Collected data
==========

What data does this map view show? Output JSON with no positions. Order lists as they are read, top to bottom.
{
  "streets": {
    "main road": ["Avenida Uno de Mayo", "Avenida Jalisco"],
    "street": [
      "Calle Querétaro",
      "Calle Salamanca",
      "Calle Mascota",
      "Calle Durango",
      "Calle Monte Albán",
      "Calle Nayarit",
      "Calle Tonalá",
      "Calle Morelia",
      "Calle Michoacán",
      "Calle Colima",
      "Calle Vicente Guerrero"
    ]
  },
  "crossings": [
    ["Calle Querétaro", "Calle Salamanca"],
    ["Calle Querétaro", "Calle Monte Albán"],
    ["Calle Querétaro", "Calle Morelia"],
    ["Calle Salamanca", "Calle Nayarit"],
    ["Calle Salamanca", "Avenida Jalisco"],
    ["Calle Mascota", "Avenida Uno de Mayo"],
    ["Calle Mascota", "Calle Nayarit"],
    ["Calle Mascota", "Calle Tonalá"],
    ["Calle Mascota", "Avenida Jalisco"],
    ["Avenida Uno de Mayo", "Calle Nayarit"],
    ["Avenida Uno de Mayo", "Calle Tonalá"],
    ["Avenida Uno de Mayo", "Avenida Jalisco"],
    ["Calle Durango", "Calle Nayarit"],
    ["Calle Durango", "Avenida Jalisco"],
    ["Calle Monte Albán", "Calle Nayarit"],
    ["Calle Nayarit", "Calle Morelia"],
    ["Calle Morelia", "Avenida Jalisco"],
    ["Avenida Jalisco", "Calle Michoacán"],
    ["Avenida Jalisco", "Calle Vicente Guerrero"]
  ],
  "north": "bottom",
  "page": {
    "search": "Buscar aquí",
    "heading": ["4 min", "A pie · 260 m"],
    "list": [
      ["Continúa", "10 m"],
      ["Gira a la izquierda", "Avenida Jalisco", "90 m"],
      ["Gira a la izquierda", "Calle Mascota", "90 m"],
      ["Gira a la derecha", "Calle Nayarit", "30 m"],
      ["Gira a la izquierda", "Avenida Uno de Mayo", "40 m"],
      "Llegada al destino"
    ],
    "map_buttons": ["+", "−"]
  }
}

==========

Task brief
Your answer should be every line above that contains the word "Salamanca".

Answer for this exercise
      "Calle Salamanca",
    ["Calle Querétaro", "Calle Salamanca"],
    ["Calle Salamanca", "Calle Nayarit"],
    ["Calle Salamanca", "Avenida Jalisco"],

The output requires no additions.